Data excerpts Start Marker

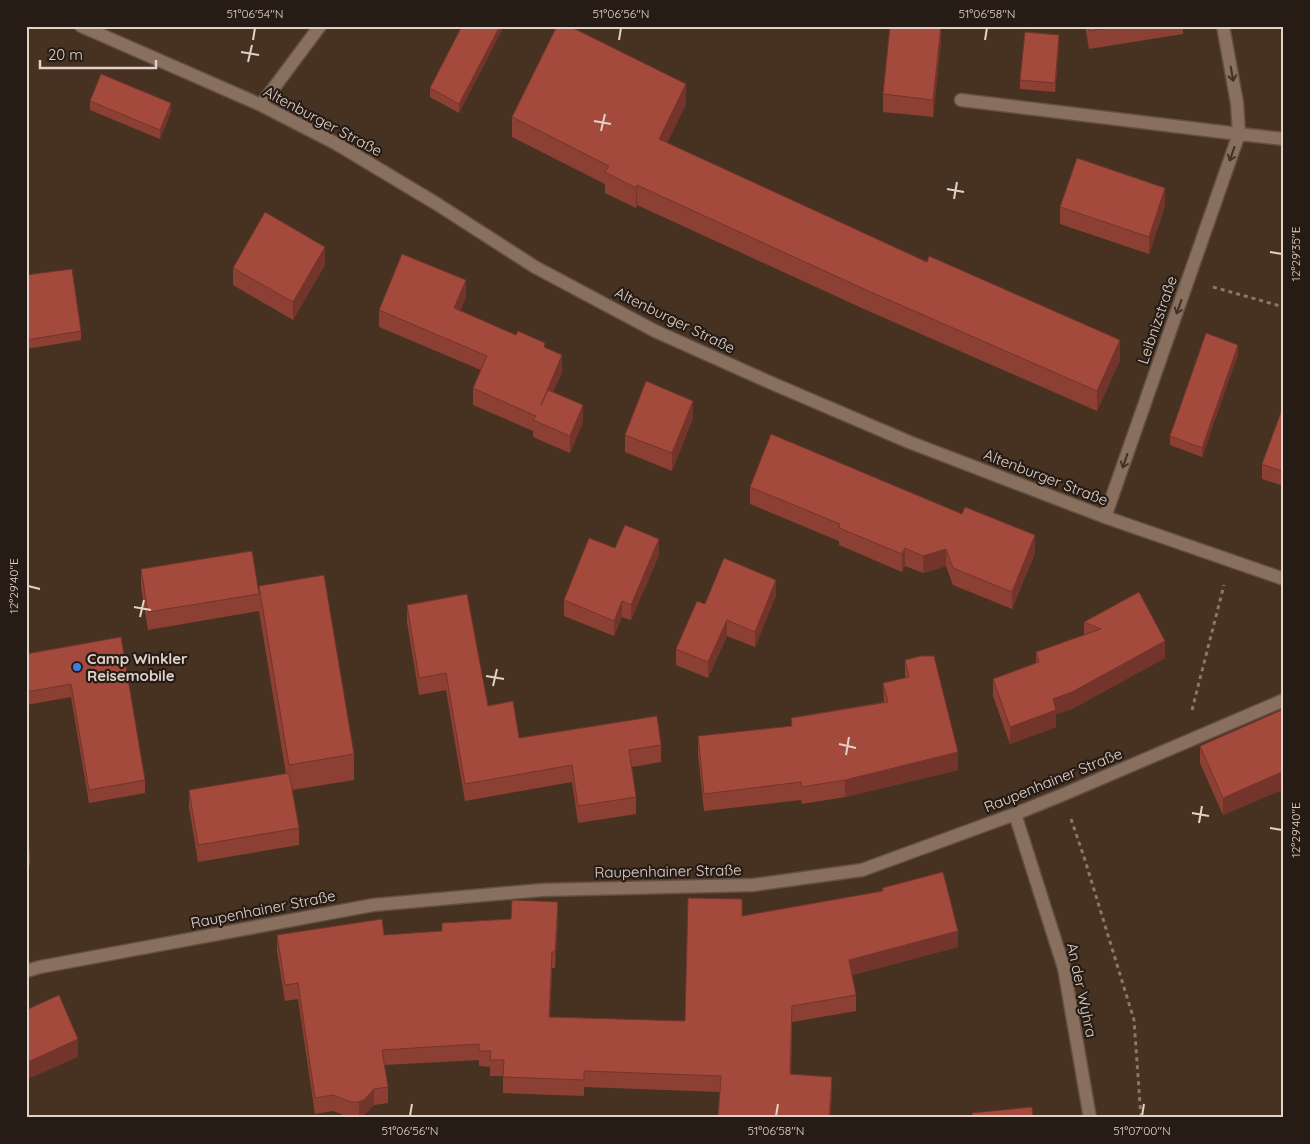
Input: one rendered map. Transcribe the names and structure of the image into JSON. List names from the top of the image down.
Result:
{
  "streets": {
    "street": [
      "Altenburger Straße",
      "Leibnizstraße",
      "Raupenhainer Straße",
      "An der Wyhra"
    ]
  },
  "crossings": [
    ["Altenburger Straße", "Leibnizstraße"],
    ["Raupenhainer Straße", "An der Wyhra"]
  ],
  "one_way": ["Leibnizstraße"],
  "places": ["Camp Winkler Reisemobile"],
  "scale_bar": "20 m",
  "coordinates": [
    "51°06'54\"N",
    "51°06'56\"N",
    "51°06'58\"N",
    "12°29'35\"E",
    "12°29'40\"E",
    "51°07'00\"N"
  ]
}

Data excerpts End Marker

* _Work to complete_:
The material above is to be transcribed exactly, with all pictures omitted.

* _Response_:
Input: one rendered map. Transcribe the names and structure of the image into JSON. List names from the top of the image down.
Result:
{
  "streets": {
    "street": [
      "Altenburger Straße",
      "Leibnizstraße",
      "Raupenhainer Straße",
      "An der Wyhra"
    ]
  },
  "crossings": [
    ["Altenburger Straße", "Leibnizstraße"],
    ["Raupenhainer Straße", "An der Wyhra"]
  ],
  "one_way": ["Leibnizstraße"],
  "places": ["Camp Winkler Reisemobile"],
  "scale_bar": "20 m",
  "coordinates": [
    "51°06'54\"N",
    "51°06'56\"N",
    "51°06'58\"N",
    "12°29'35\"E",
    "12°29'40\"E",
    "51°07'00\"N"
  ]
}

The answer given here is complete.